Let $P$ be a transition matrix of a (time-homogeneous) Markov chain on $n$ states.

• State the defining properties of $P$ (stochasticity, non-negativity, etc.).
• State key linear-algebra properties that always hold (e.g., eigenvalue facts, stationary distribution existence conditions).
• Briefly describe conditions under which $P^k$ converges as $k\to\infty$ and what it converges to.

2) OLS properties after a rotation (two independent uniforms)

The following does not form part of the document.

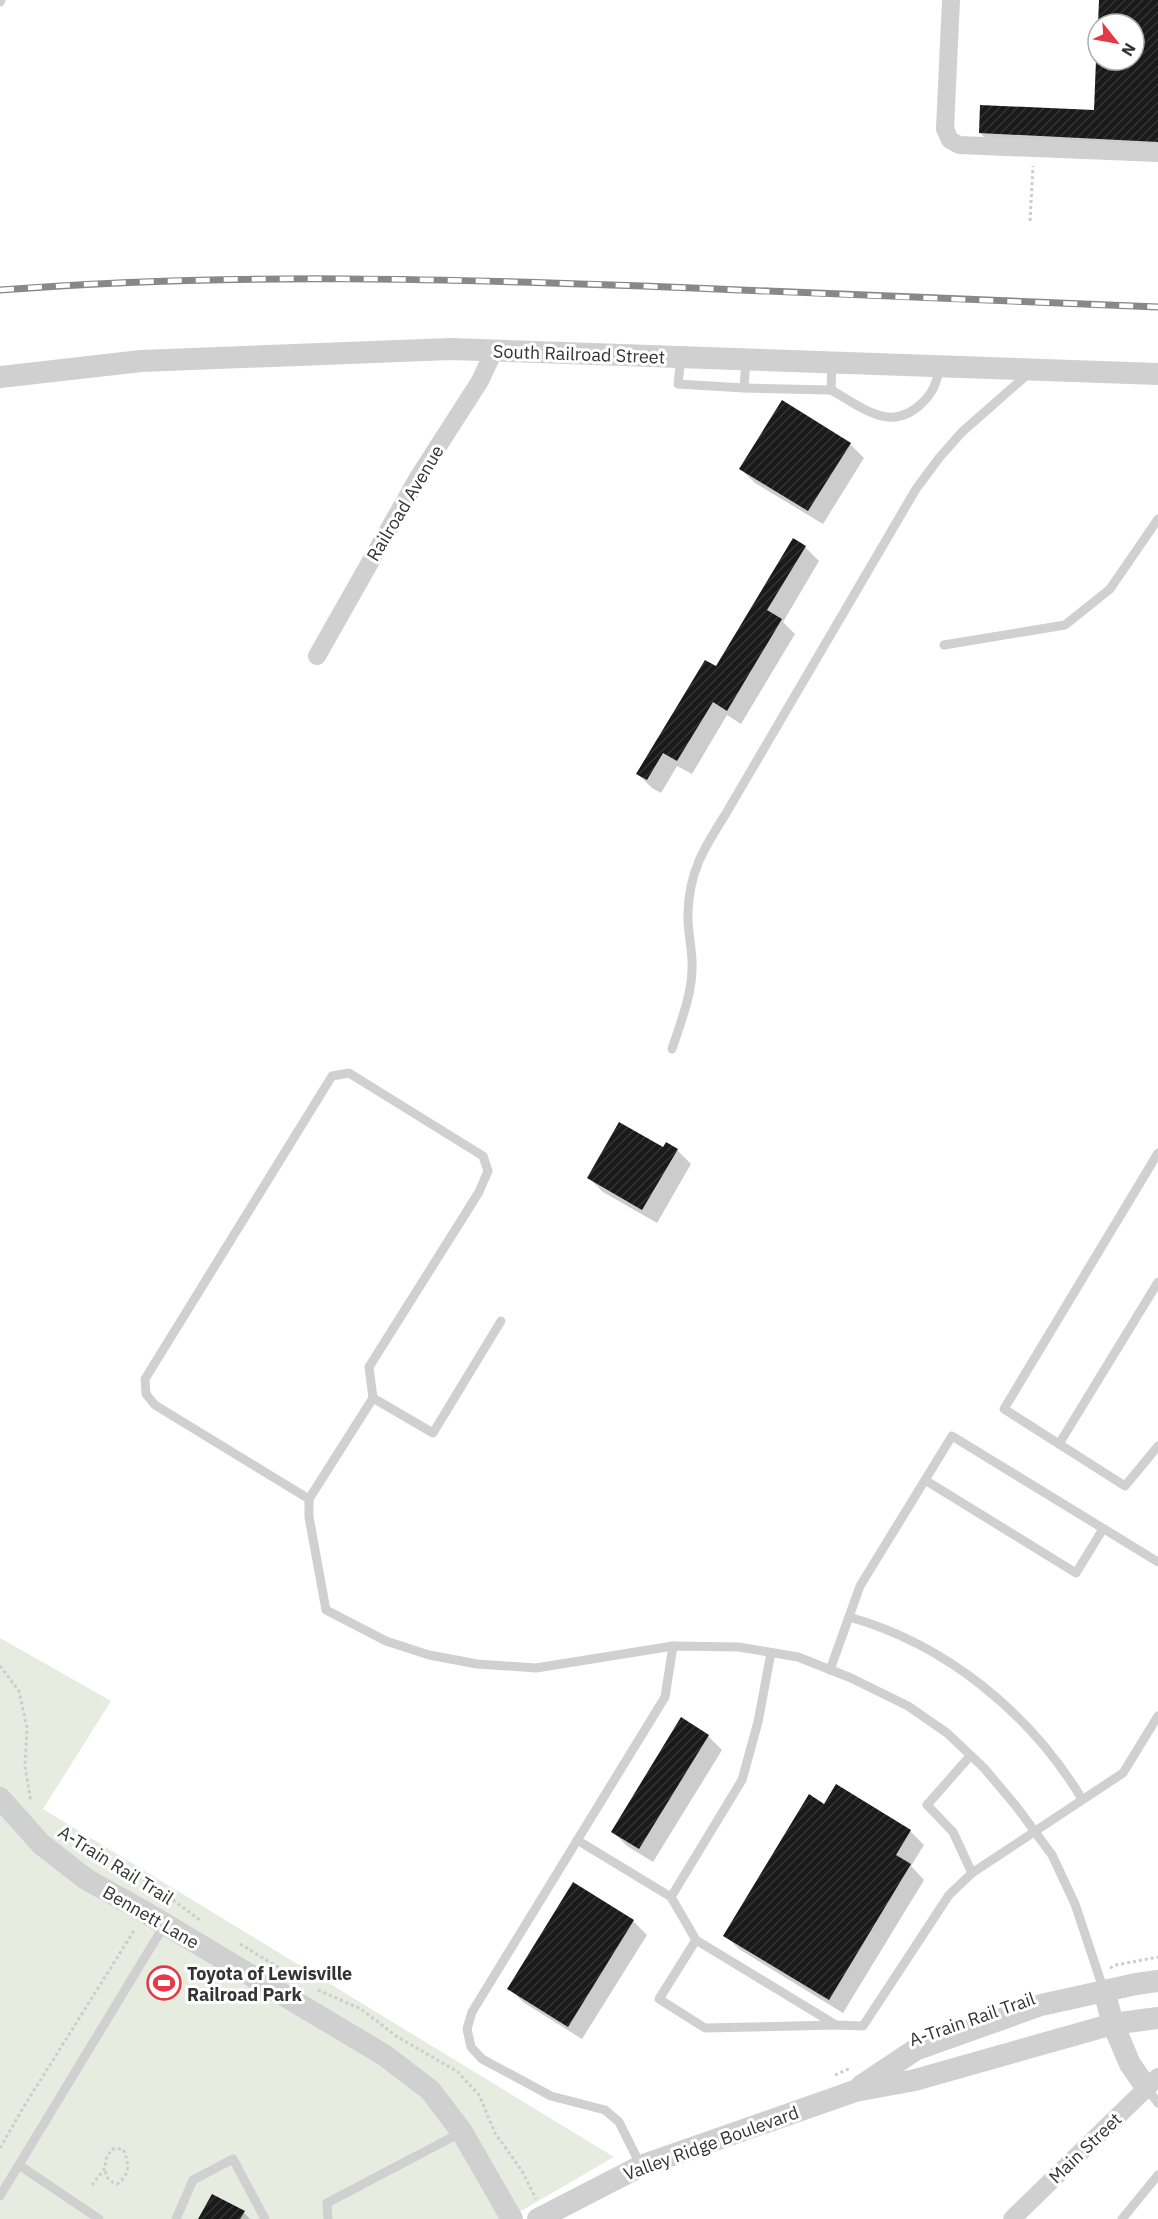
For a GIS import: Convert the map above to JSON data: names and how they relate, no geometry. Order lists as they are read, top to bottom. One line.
{"streets":{"street":["South Railroad Street","Railroad Avenue","Bennett Lane","Valley Ridge Boulevard","Main Street"],"path":["A-Train Rail Trail"]},"crossings":[["South Railroad Street","Railroad Avenue"]],"places":{"sports":["Toyota of Lewisville Railroad Park"]},"north":"bottom right"}
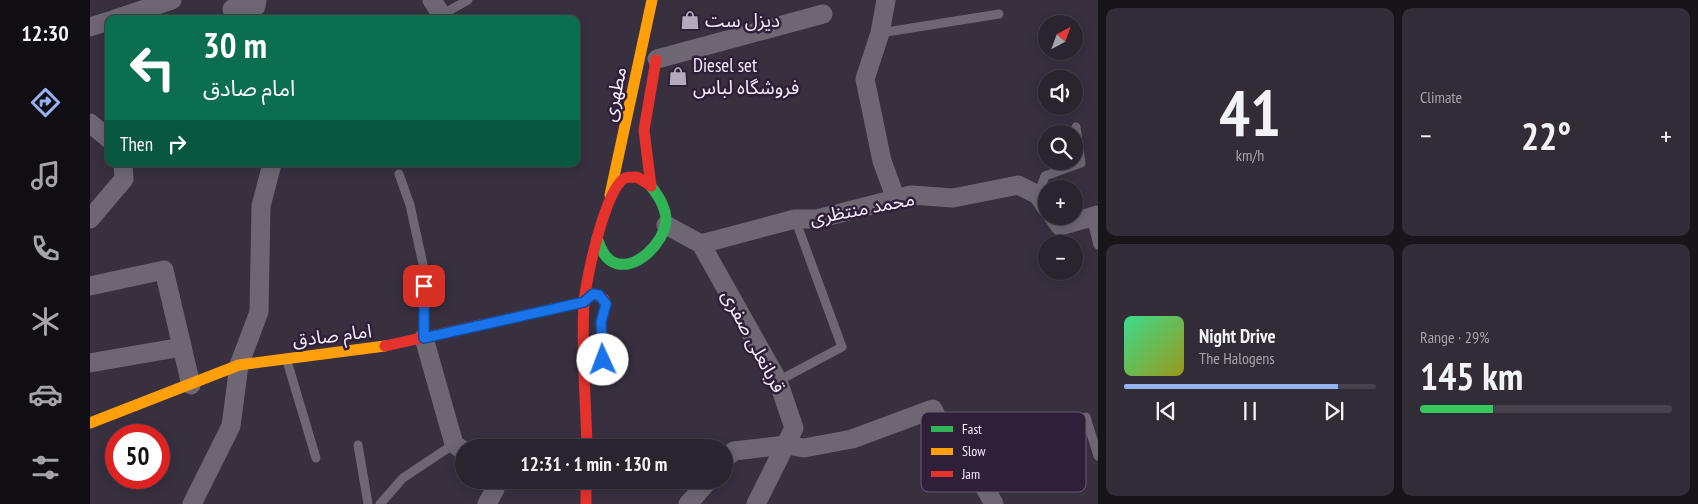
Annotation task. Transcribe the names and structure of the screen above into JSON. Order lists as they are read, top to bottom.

You observe i.i.d. data $(x_{i1}, x_{i2}, y_i)$ for $i=1,\dots,n$, where

• $x_{i1}, x_{i2}$ are independent and identically distributed $\mathrm{Unif}(-1,1)$ (mean 0),
• the data follow a linear model $y_i = \beta_0 + \beta_1 x_{i1} + \beta_2 x_{i2} + \varepsilon_i$ with $\mathbb{E}[\varepsilon_i\mid x_{i1},x_{i2}]=0$ and $\mathrm{Var}(\varepsilon_i\mid x_{i1},x_{i2})=\sigma^2$ .

You fit OLS with an intercept. Now define a rotated feature vector

$x_i^* = R\,x_i,\qquad x_i = (x_{i1},x_{i2})^\top,$

where $R$ is a 2D rotation matrix (orthonormal: $R^\top R=I$). You refit OLS using $x_i^*$ (with an intercept).

• How do the estimated coefficients transform (relationship between $\hat\beta$ and $\hat\beta^*$ )?
• Are the fitted values $\hat y$ invariant to this rotation?
• Under what conditions (on the design distribution) is the sampling distribution of the slope estimator “rotation-invariant” (at least in second moments)?

3) Two players flipping coins in parallel

A and B flip fair coins simultaneously each round.

• A’s stopping time $T_A$ : the first round $t\ge 2$ at which A has flipped two consecutive heads (i.e., A has $H$ at rounds $t-1$ and $t$ ).
• B’s stopping time $T_B$ : the first round $t\ge 1$ at which B flips a tail .

Compute $\mathbb{P}(T_A < T_B)$. (If both events happen in the same round, that is not counted as “A before B”.)